Canada Border Services Agency is being granted extra powers to identify businesses that try to dodge import duties and more flexibility to determine whether prices in countries of origin are reliable or distorted.

Beginning in mid-April, unions will also be allowed to take part in trade-remedy proceedings, including at the Canadian International Trade Tribunal, into whether foreign exports hurt domestic producers.

A similar group to address trade in the aluminum industry will also be established, the department said, noting the importance of working collaboratively to share information on trade and “ensure the government can act to address potential steel diversion.”

Canada is a trading nation, and we will not allow North American industries to be hurt or threatened by unfair trade practices, like the diversion of steel and aluminum, Prime Minister Justin Trudeau said in a statement. “Our businesses and workers rely on our integrated industries, and we will take strong action to defend and protect our most important trade relationships. Canada will not be used as a backdoor into other North American markets.”

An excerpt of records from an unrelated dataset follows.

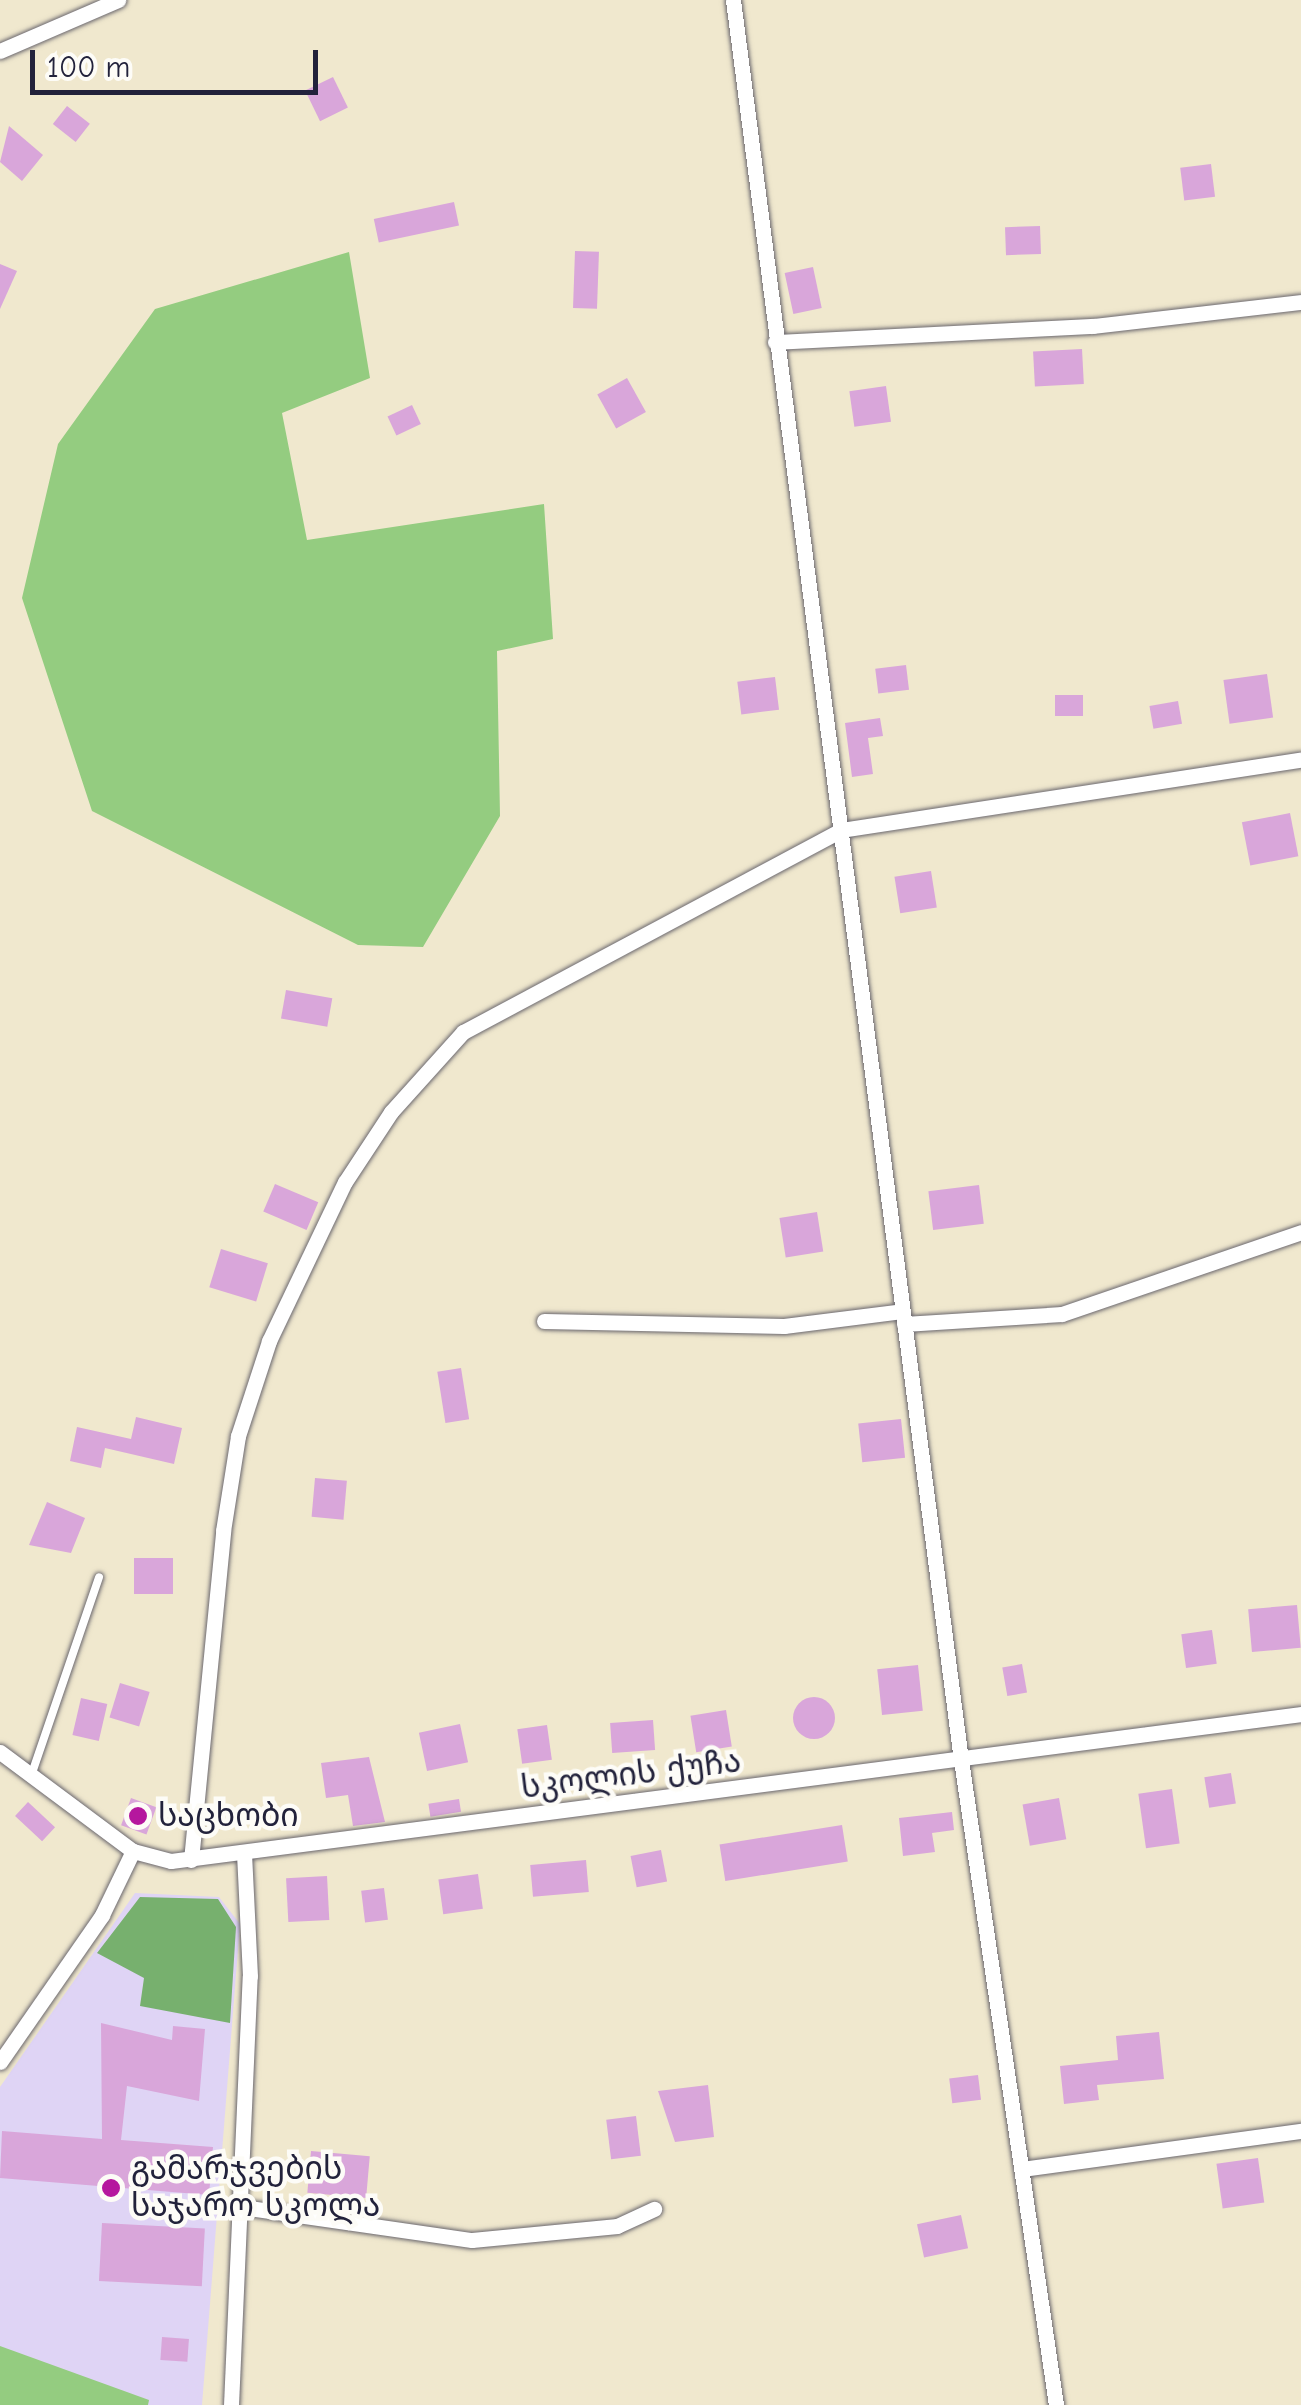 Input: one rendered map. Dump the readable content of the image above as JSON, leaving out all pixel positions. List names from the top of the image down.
{
  "streets": {
    "street": ["სკოლის ქუჩა"]
  },
  "places": ["საცხობი", "გამარჯვების საჯარო სკოლა"],
  "scale_bar": "100 m"
}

The European Commission initiated a safeguard investigation on Monday in response to the U.S. restrictions on steel and aluminum, stating that its surveillance system had provided evidence that imports of certain steel products have been increasing.

Though it did not say where the imports were coming from, “the trend may be even stronger now that the access to the U.S. market has been limited and steel products from other parts of the world previously destined to the U.S. may be redirected to Europe, disturbing the market and skewing prices,” the commission said in a release.

The investigation, likely to take nine months, could result in “the imposition of import tariffs or quotas that would shield EU producers from excessive imports, if this proves necessary,” the release said.

Government-initiated safeguards are among the measures that the CSPA has already discussed with the government, Galimberti said. The association has not, at this point, asked for a blanket tariff on all steel imports.

“I would not say we are looking to do the same as the EU because our trade remedy system is different, the whole thing is apples and oranges,” he said. “We are having discussions about the government initiating targeted safeguards where appropriate in Canada, or taking targeted trade cases where appropriate.”

World Trade Organization rules allow for countries to take emergency safeguard action against imports if they cause serious injury, said John Weekes, Canada’s former WTO ambassador and chief negotiator on the original NAFTA agreement.

Applying import licensing to a wide range of products rather than waiting for trade statistics, would also be helpful in providing more immediate information on the movement of goods into the country, he said.

“That would be a much surer method of determining what’s happening,” he said.

Meanwhile Trump has ramped up pressure on the renegotiation of the North American Free Trade Agreement, saying Canada and Mexico’s exemptions from the steel and aluminum tariffs will expire May 1 if he’s not satisfied with the talks.

Prime Minister Justin Trudeau spoke with U.S. President Donald Trump by phone Monday, emphasizing the strong measures Canada is taking to address unfair trade in aluminum and steel.